Я щелкнул каблуками, поклонился и вышел. Спустился в сад и закрыл за собой калитку, ощущая даже легкое разочарование – неужели вот так легко все кончится? …Крохотная кассета вошла в гнездо. Я нажал кнопку.
– Плохо, да? – раздался спокойный голос Некера. – Так вот, решения я тебе подсказать не могу. Не вправе. Я только хочу спросить – готов ли ты, принимая свое решение, войти в Большую Историю? К суду потомков по самому большому счету? Больше мне тебе сказать нечего…
И – мертвое шуршание чистой пленки. Вот и все. Я сделал то, чего, безусловно, не позволил бы себе раньше, – схватил магнитофон с продолжавшей вращаться кассетой и швырнул его что есть силы. Он глухо стукнулся о стену и улетел под кровать, а потом сам повалился на постель пластом.

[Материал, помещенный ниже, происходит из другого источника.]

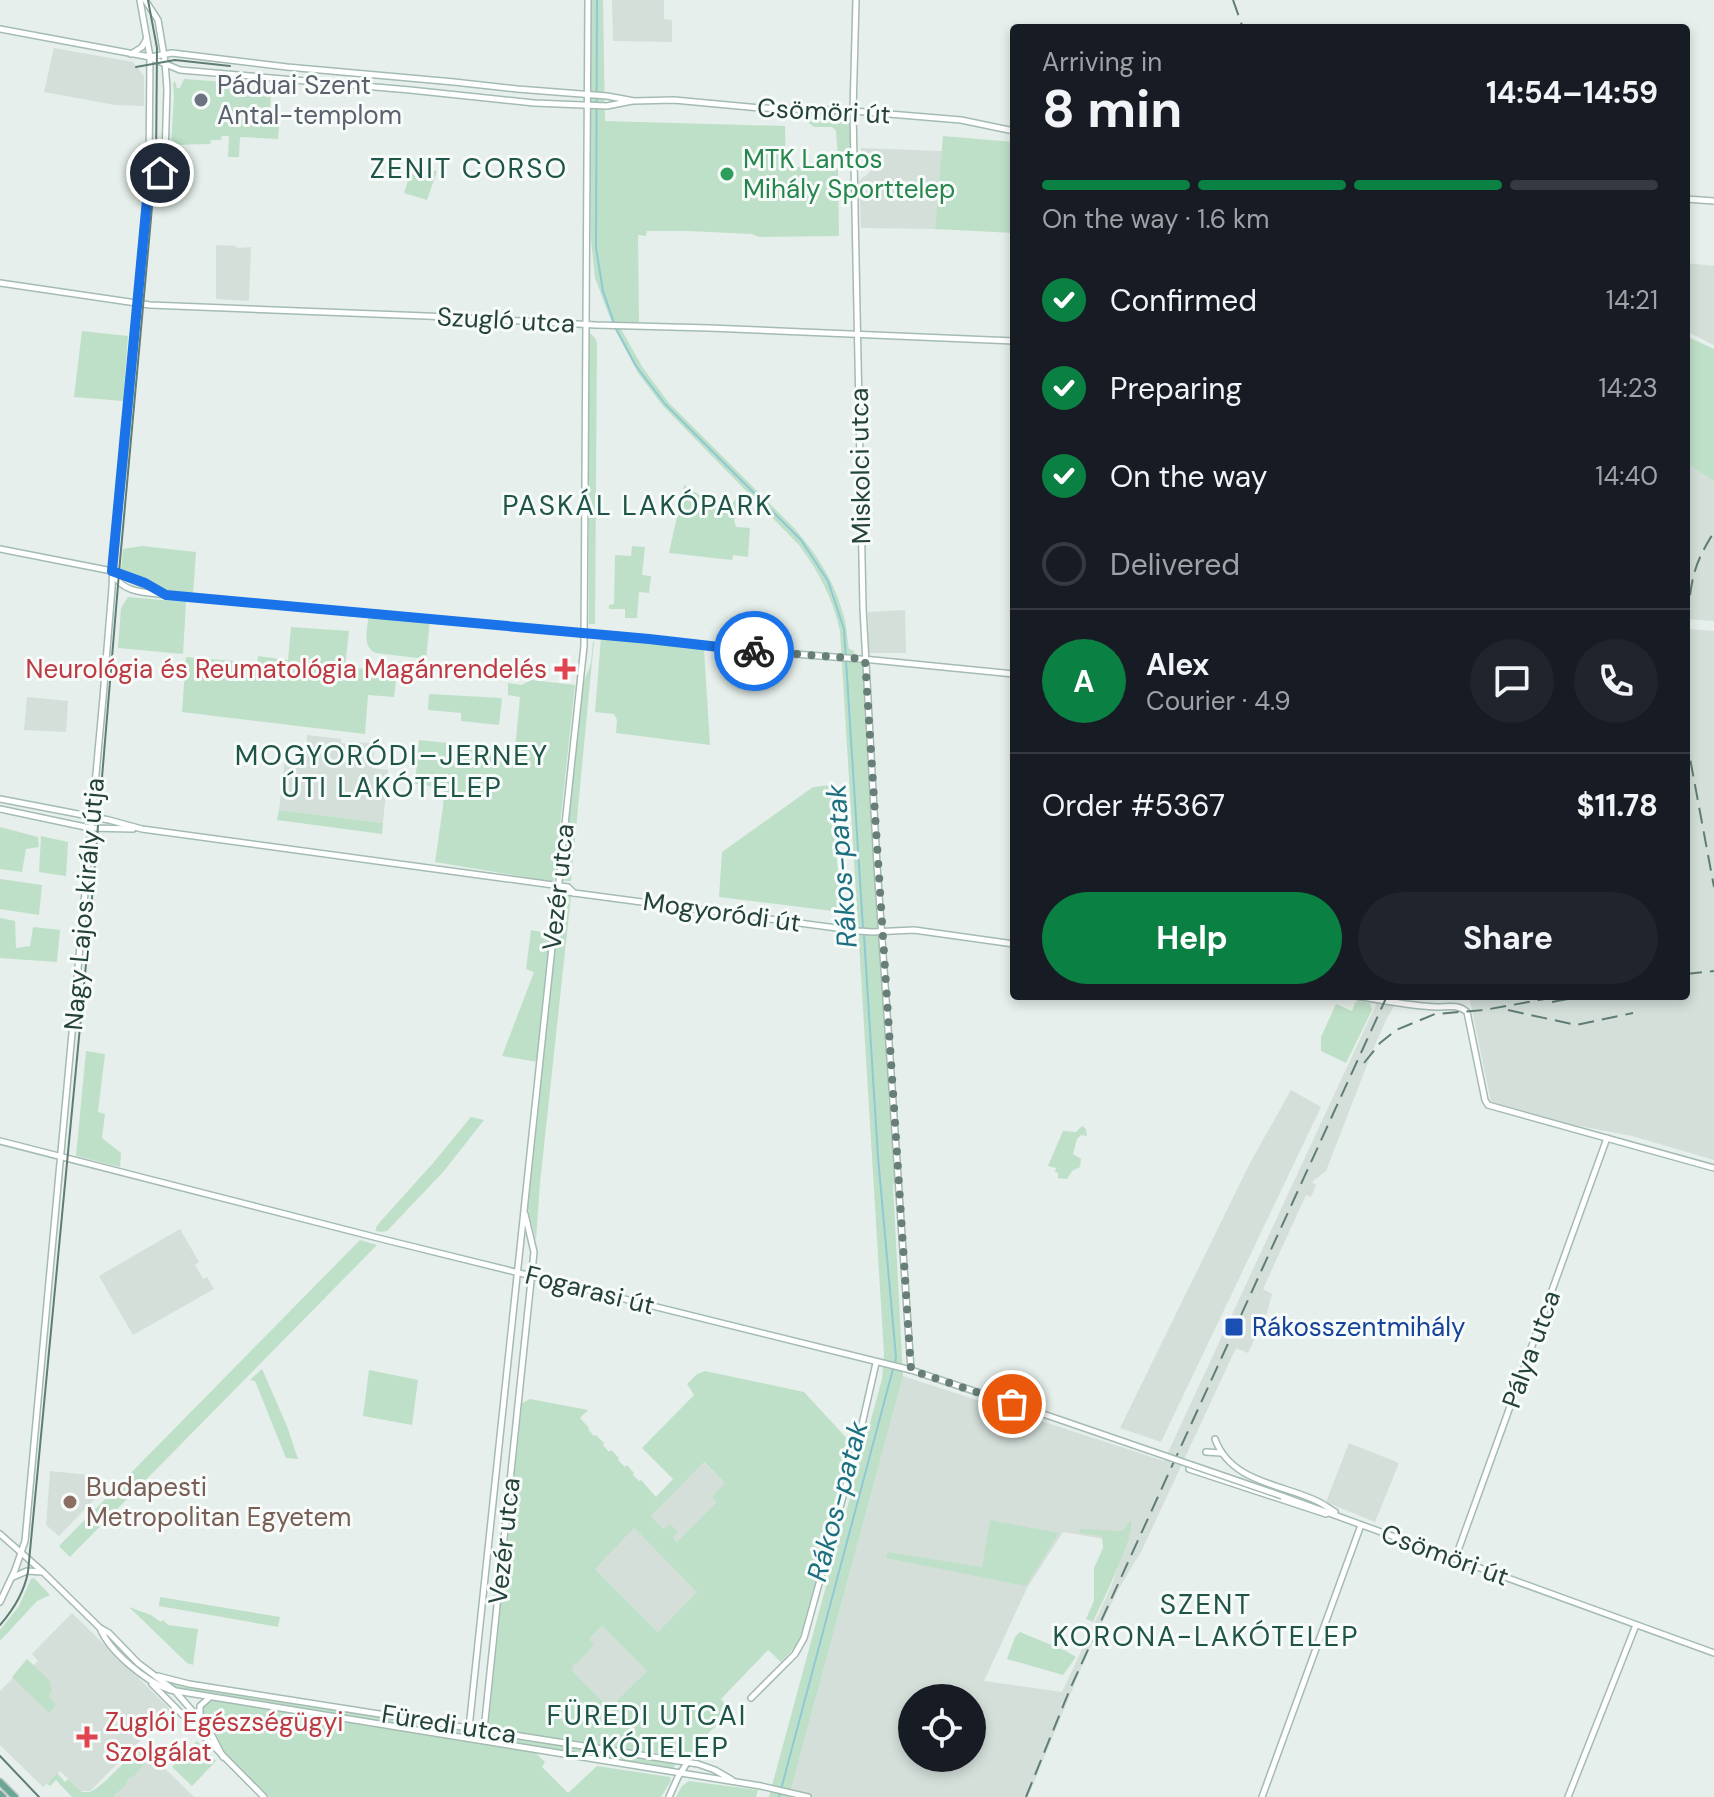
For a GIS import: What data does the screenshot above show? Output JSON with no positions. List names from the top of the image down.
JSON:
{
  "streets": {
    "street": [
      "Csömöri út",
      "Szugló utca",
      "Miskolci utca",
      "Vezér utca",
      "Nagy Lajos király útja",
      "Mogyoródi út",
      "Fogarasi út",
      "Pálya utca",
      "Füredi utca"
    ]
  },
  "crossings": [
    ["Csömöri út", "Miskolci utca"],
    ["Csömöri út", "Vezér utca"],
    ["Csömöri út", "Fogarasi út"],
    ["Csömöri út", "Pálya utca"],
    ["Szugló utca", "Miskolci utca"],
    ["Szugló utca", "Vezér utca"],
    ["Szugló utca", "Nagy Lajos király útja"],
    ["Miskolci utca", "Mogyoródi út"],
    ["Miskolci utca", "Fogarasi út"],
    ["Vezér utca", "Mogyoródi út"],
    ["Vezér utca", "Fogarasi út"],
    ["Vezér utca", "Füredi utca"],
    ["Nagy Lajos király útja", "Mogyoródi út"],
    ["Nagy Lajos király útja", "Fogarasi út"]
  ],
  "districts": [
    "ZENIT CORSO",
    "PASKÁL LAKÓPARK",
    "MOGYORÓDI–JERNEY ÚTI LAKÓTELEP",
    "SZENT KORONA-LAKÓTELEP",
    "FÜREDI UTCAI LAKÓTELEP"
  ],
  "water": ["Rákos-patak"],
  "places": {
    "other": ["Páduai Szent Antal-templom", "MTK Lantos Mihály Sporttelep", "Budapesti Metropolitan Egyetem"],
    "health": ["Neurológia és Reumatológia Magánrendelés", "Zuglói Egészségügyi Szolgálat"],
    "transit": ["Rákosszentmihály"]
  },
  "page": {
    "heading": ["8 min", "Arriving in", "14:54–14:59"],
    "panel": [
      "Alex",
      "Courier · 4.9",
      "Order #5367",
      "$11.78"
    ],
    "bar": "On the way · 1.6 km",
    "list": [
      ["Confirmed", "14:21"],
      ["Preparing", "14:23"],
      ["On the way", "14:40"],
      "Delivered"
    ],
    "round": "A",
    "buttons": ["Help", "Share"]
  }
}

Сон не шел. Впрочем, что-то было, какая-то мутная полудрема, морок, из которого появлялись и проплывали перед глазами самые разные образы и картины, никоим образом меж собой не связанные: мертвое лицо капрала Черенкова среди сломанных тюльпанов долины Калиджанга, вывеска бара в Монреале, танцующая Сильвия, подбитый под Шпайтеном броневик, дымно горящий, шпили старинных томских зданий…
Потом я уснул все же. И видел во сне, как медленно, бесшумно рушились сверкающие стеклом и сталью высотные дома – какая-то нескончаемая улица, застроенная высотными домами, – как здания превращались в бесформенные кучи, над которыми стояли облака тяжелой пыли, как сквозь эти кучи с фантастической быстротой прорастали огромные цветы, желтые, красные, лиловые на ярко-зеленых коленчатых стеблях, как таяли груды щебня, как обнажалась влажная, черная, рассыпчатая земля и по ней осторожно шагали странные животные с огромными глазами, а в небе проносились какие-то крылатые, перепончато-сверкающие, и не видно людей, ни одного человека… Когда я открыл глаза, за окнами было светло.